The situation in South East Asia is compounded by the large number of unregistered local vessels, according to Johansson, which were not included in the study. Globally, the researchers identified  76,000 vessels for which no technical data, such as the ship’s size or type of fuel used, could be obtained.

Together, these vessels travelled a distance that accounts for only 3.5 per cent of all recorded shipping kilometres, but Johansson says their local impact should not be underestimated. “Near coastal cities the [emission] contribution of these vessels can still be larger than the overall contribution might suggest,” he says.

Registered ships were responsible for 93 per cent of small-particle emissions and 91 per cent of the carbon dioxide emissions covered by the study.

Part of the large concentration of shipping emissions in the region is explained by the rapid economic growth of countries in the Association of South East Asian Nations (ASEAN),which is fuelled by  export of consumer goods.

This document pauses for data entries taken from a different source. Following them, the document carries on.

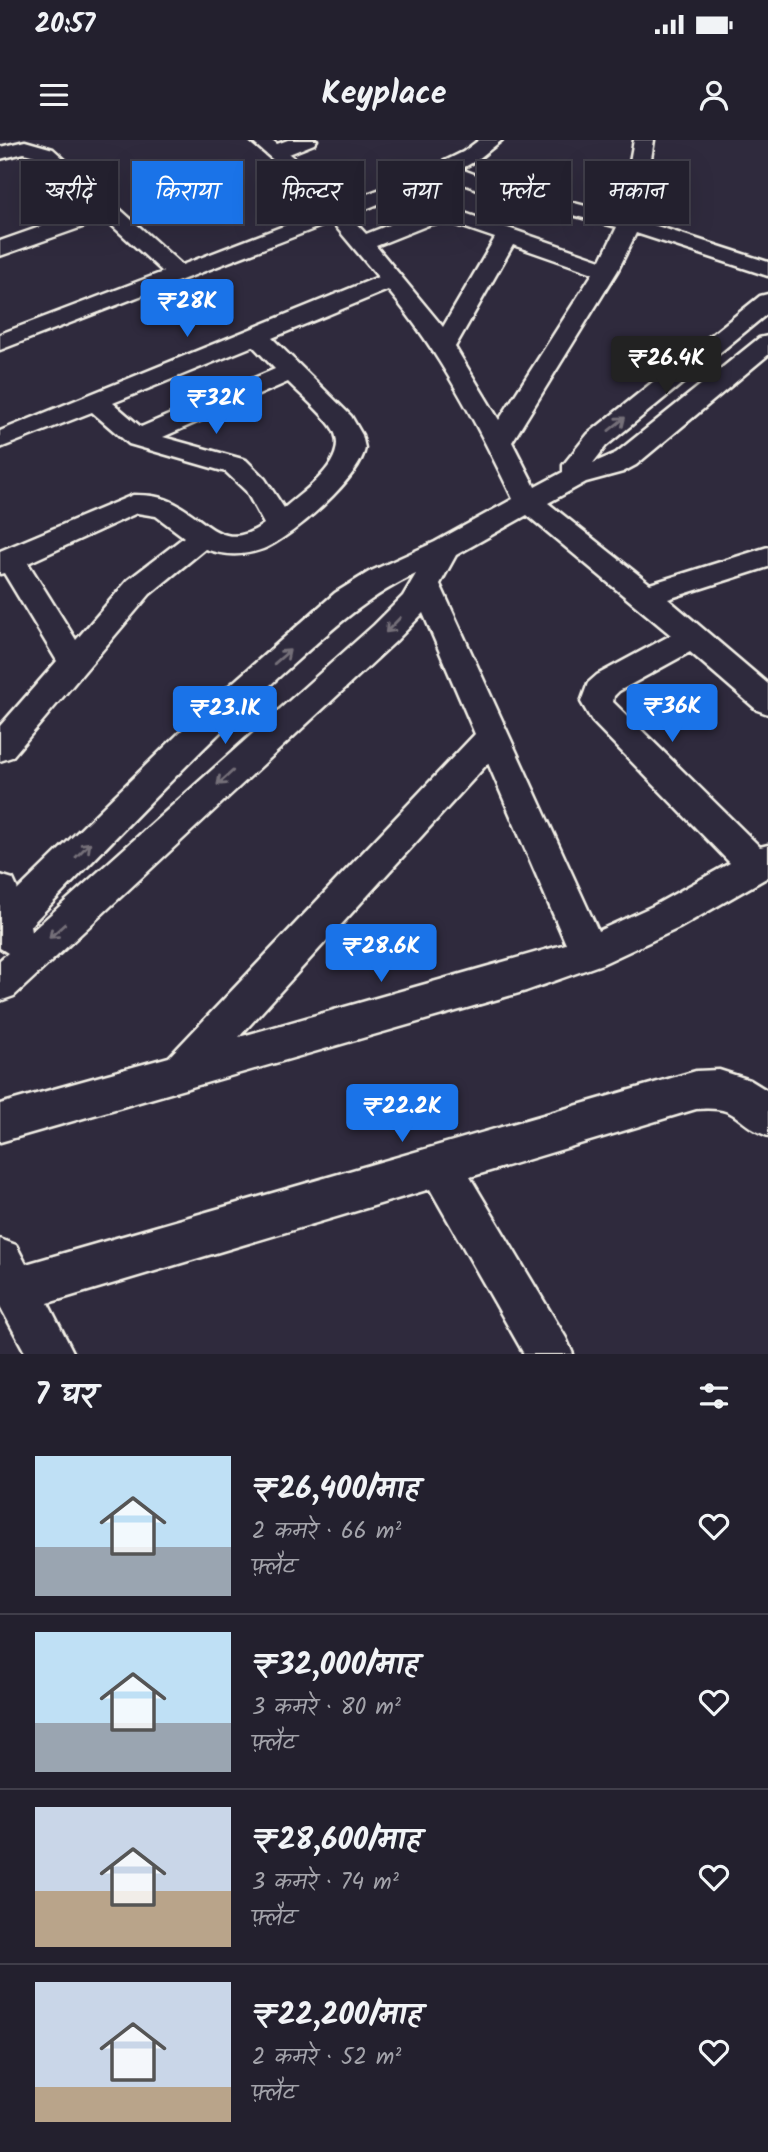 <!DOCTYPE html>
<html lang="hi">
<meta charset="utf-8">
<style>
:root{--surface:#23202e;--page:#2f2d3a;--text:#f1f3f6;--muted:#a3a3aa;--line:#403e4a;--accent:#1a73e8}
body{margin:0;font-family:Kalam,"Playpen Sans Deva",sans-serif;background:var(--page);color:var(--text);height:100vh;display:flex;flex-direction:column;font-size:26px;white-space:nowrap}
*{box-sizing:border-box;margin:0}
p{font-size:23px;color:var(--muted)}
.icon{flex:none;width:38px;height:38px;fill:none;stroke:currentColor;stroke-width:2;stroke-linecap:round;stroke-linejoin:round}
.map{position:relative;height:1214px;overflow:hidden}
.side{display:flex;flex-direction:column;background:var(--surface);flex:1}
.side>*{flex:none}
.guide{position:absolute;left:21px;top:21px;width:726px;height:63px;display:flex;gap:14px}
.price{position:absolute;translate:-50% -60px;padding:0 16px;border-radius:7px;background:var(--accent);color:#fff;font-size:23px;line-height:46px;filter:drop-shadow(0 2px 4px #0008)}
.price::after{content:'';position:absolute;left:50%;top:42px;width:21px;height:16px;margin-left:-10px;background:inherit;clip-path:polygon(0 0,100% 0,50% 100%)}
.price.selected{background:#222;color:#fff}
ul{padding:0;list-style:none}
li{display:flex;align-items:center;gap:21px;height:175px;padding:0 35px}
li+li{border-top:2px solid var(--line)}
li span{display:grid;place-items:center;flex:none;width:196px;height:140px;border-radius:0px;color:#555}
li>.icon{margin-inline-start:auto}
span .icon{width:84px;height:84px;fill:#fffc;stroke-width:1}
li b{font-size:30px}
h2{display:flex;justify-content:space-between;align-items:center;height:84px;padding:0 35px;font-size:30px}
.tag{padding:0 24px;border-radius:0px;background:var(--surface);box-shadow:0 7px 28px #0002,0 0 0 2px var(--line);font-size:24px;line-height:63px}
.tag.selected{background:var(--accent);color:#fff}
.status{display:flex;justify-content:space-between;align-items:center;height:49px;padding:0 35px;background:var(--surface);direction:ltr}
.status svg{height:19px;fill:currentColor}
header{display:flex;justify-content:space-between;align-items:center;height:91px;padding:0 35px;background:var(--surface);font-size:32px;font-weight:600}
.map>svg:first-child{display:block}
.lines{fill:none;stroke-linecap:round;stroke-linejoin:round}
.street-casing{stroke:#f4f1e8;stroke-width:5}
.street{fill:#2f2a3d;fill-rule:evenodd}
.oneway{stroke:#747079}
</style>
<div class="status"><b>20:57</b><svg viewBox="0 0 49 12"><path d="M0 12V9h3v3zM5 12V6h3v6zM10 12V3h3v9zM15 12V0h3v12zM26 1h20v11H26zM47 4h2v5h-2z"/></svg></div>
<header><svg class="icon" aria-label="menu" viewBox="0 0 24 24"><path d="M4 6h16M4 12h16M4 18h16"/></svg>Keyplace<svg class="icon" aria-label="person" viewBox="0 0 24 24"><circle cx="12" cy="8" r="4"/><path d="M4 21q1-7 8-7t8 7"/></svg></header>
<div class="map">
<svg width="768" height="1214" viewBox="0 0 768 1214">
<rect width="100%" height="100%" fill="#2f2a3d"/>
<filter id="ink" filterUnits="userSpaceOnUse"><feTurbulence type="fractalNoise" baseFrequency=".0143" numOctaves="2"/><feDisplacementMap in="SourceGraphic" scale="14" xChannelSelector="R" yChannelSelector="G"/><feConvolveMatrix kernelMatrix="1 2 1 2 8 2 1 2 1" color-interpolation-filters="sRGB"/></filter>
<g filter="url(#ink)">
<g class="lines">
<defs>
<path id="street" d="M250,0H272L277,4L288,0H317L314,4L289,14L337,52L343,63L410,38L463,12L479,0H502L477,20L461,29L497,43L620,75L634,0H654L641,81L768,122V136L636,93L618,130L512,302L535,347L563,332V325L588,294L760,156L768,154V173L606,306L593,323L616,313L759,198L768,196V215L636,325L623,332L586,342L548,363L650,444L768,407V427L668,459L768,544V574L757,570L690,512L619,551L614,556L613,562L760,707L768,705V737L679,788L602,824L526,851L0,1002V964L169,917L475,594L423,473L396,501L14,856L0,861V820L8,813L0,808V735L13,739L18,750L212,561L335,453L369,432L435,402L513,359C478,286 440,212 388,150L272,198L351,276L362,295L365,308C360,338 291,398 263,409C243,416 226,416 205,409L150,454L12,617L0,621V586L57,521L4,433L0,434V411L133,355C148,355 162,356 176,364C210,382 223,413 264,384L246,351L226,332L129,304L92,272L0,308V291L378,137L332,82L0,210V194L163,132L105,79L0,116V101L94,68L39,17L24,13L0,19V7L25,1L53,9L182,125L325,70L320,60ZM444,37L483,51L617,87L601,120L450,68L419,73L366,94L349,76ZM448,82L495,98L443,187L376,106L431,84ZM513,105L593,133L499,280L455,207ZM253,206L275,229L141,287L113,263ZM288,242C302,256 319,270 331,286C354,318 305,350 284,368L265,339L246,320L163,297ZM137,373L156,376L184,397L128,440L76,500L28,423ZM527,375L671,495L597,535L588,543L581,562L592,581L730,723L653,766L598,791L440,444L456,415ZM416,434L403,456L374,485L31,792L30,786C112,702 193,615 281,535C325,496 362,459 416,434ZM488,623L566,804L239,897Z
M719,930L750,940L768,951V996C733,983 741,965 696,969L470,1037L566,1198L573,1214H524L430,1049L48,1163L74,1214H26L0,1166V1099L16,1105L26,1124L696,931Z"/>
</defs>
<use href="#street" class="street-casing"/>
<use href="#street" class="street"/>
</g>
<defs><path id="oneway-shaft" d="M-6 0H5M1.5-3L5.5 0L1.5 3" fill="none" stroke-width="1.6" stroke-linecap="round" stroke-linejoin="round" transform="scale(1.75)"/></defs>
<g class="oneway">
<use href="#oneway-shaft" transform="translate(617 284) rotate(-39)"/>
<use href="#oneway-shaft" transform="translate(393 485) rotate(134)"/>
<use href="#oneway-shaft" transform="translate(282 517) rotate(-41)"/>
<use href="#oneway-shaft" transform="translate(225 638) rotate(138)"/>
<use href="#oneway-shaft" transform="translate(83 710) rotate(-45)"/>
<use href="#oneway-shaft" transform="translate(57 791) rotate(138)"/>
</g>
</g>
</svg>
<b class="price" style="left:187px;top:199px">₹28K</b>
<b class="price selected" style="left:666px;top:256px">₹26.4K</b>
<b class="price" style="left:216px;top:296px">₹32K</b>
<b class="price" style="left:672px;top:604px">₹36K</b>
<b class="price" style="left:225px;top:606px">₹23.1K</b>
<b class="price" style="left:381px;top:844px">₹28.6K</b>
<b class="price" style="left:402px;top:1004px">₹22.2K</b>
<div class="guide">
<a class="tag">खरीदें</a>
<a class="tag selected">किराया</a>
<a class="tag">फ़िल्टर</a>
<a class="tag">नया</a>
<a class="tag">फ़्लैट</a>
<a class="tag">मकान</a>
</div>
</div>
<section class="side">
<h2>7 घर<svg class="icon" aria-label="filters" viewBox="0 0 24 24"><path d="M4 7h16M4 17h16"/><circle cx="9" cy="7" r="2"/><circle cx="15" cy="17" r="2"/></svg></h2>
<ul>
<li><span style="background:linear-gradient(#bfe0f5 65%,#9aa5b1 0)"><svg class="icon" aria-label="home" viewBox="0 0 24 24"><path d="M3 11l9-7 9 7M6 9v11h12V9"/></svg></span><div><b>₹26,400/माह</b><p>2 कमरे · 66 m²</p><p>फ़्लैट</p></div><svg class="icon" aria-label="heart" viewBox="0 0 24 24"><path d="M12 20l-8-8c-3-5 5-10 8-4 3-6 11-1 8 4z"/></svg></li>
<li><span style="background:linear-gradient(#bfe0f5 65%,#9aa5b1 0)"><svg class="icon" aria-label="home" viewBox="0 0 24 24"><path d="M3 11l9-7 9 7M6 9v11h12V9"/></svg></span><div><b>₹32,000/माह</b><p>3 कमरे · 80 m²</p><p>फ़्लैट</p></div><svg class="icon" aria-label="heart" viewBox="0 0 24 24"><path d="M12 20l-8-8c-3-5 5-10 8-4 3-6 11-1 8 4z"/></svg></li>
<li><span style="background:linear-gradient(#c9d6e8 60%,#b9a48a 0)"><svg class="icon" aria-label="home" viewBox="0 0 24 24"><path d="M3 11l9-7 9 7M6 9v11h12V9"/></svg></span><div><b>₹28,600/माह</b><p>3 कमरे · 74 m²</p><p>फ़्लैट</p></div><svg class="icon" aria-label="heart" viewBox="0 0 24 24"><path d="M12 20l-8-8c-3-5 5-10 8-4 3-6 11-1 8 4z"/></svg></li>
<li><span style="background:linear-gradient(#c9d6e8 75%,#b9a48a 0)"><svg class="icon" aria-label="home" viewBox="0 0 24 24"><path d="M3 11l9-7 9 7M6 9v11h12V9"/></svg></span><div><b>₹22,200/माह</b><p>2 कमरे · 52 m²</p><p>फ़्लैट</p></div><svg class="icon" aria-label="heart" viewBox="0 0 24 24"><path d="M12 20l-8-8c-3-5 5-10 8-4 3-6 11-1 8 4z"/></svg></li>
</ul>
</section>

The ASEAN nations’ GDP grows by an average 6 per cent annually, according to the OECD, with 74 per cent of the region’s exports travelling by sea  to non-ASEAN countries.

South East Asia also suffers from high shipping emissions because its location exposes it to the densest and most frequent shipping traffic in the world.

Aretha Aprilia, a civil engineer from Indonesia and former coordinator at the UN Environment Programme, tells SciDev.Net that regional efforts to curtail shipping emissions have been “a huge challenge”.

“To date, not much attention has been given to the issues regarding emissions from shipping, and this needs to shift,” says Aprilia. “It is a prerequisite to have more legally binding regulations that are enforced from the countries.”

The study suggests that pollution control areas, where carbon dioxide and fine particle emissions from ships are subject to strict rules, can work if enforced. “Yet these can be costly for ship owners,” says Johansson. He suggests that poorer nations should look at alternatives, like re-routing large ships and planning their infrastructural development in order to mitigate pollution. “For instance in Helsinki, where I live, the cargo terminals were relocated well outside of the city.”